'''
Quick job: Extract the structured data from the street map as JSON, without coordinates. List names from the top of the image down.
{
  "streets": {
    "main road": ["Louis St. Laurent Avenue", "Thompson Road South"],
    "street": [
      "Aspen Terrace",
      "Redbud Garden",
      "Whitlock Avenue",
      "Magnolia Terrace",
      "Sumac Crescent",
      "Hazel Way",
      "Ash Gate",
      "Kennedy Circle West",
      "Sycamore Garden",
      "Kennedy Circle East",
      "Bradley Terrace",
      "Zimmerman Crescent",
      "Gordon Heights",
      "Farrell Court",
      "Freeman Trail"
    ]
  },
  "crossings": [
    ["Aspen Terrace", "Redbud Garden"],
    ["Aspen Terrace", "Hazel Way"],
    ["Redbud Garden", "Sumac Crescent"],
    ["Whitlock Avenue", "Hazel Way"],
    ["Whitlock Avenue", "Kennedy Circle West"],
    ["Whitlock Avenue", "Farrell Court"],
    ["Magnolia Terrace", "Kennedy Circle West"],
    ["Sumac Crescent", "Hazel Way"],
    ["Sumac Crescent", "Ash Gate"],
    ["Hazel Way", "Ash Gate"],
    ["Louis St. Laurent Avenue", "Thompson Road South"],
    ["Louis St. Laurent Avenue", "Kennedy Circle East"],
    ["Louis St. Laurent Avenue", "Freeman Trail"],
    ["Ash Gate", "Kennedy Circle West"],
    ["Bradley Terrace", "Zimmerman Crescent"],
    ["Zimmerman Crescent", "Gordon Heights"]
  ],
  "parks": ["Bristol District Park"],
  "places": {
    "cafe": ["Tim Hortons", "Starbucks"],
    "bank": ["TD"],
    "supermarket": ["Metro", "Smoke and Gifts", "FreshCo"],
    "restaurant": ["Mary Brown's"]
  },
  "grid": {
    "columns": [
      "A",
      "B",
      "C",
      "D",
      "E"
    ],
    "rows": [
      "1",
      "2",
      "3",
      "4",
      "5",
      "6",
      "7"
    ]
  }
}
'''
*Exercise requirements:*
Restate the entries above word for word.

*Task result:*
Quick job: Extract the structured data from the street map as JSON, without coordinates. List names from the top of the image down.
{
  "streets": {
    "main road": ["Louis St. Laurent Avenue", "Thompson Road South"],
    "street": [
      "Aspen Terrace",
      "Redbud Garden",
      "Whitlock Avenue",
      "Magnolia Terrace",
      "Sumac Crescent",
      "Hazel Way",
      "Ash Gate",
      "Kennedy Circle West",
      "Sycamore Garden",
      "Kennedy Circle East",
      "Bradley Terrace",
      "Zimmerman Crescent",
      "Gordon Heights",
      "Farrell Court",
      "Freeman Trail"
    ]
  },
  "crossings": [
    ["Aspen Terrace", "Redbud Garden"],
    ["Aspen Terrace", "Hazel Way"],
    ["Redbud Garden", "Sumac Crescent"],
    ["Whitlock Avenue", "Hazel Way"],
    ["Whitlock Avenue", "Kennedy Circle West"],
    ["Whitlock Avenue", "Farrell Court"],
    ["Magnolia Terrace", "Kennedy Circle West"],
    ["Sumac Crescent", "Hazel Way"],
    ["Sumac Crescent", "Ash Gate"],
    ["Hazel Way", "Ash Gate"],
    ["Louis St. Laurent Avenue", "Thompson Road South"],
    ["Louis St. Laurent Avenue", "Kennedy Circle East"],
    ["Louis St. Laurent Avenue", "Freeman Trail"],
    ["Ash Gate", "Kennedy Circle West"],
    ["Bradley Terrace", "Zimmerman Crescent"],
    ["Zimmerman Crescent", "Gordon Heights"]
  ],
  "parks": ["Bristol District Park"],
  "places": {
    "cafe": ["Tim Hortons", "Starbucks"],
    "bank": ["TD"],
    "supermarket": ["Metro", "Smoke and Gifts", "FreshCo"],
    "restaurant": ["Mary Brown's"]
  },
  "grid": {
    "columns": [
      "A",
      "B",
      "C",
      "D",
      "E"
    ],
    "rows": [
      "1",
      "2",
      "3",
      "4",
      "5",
      "6",
      "7"
    ]
  }
}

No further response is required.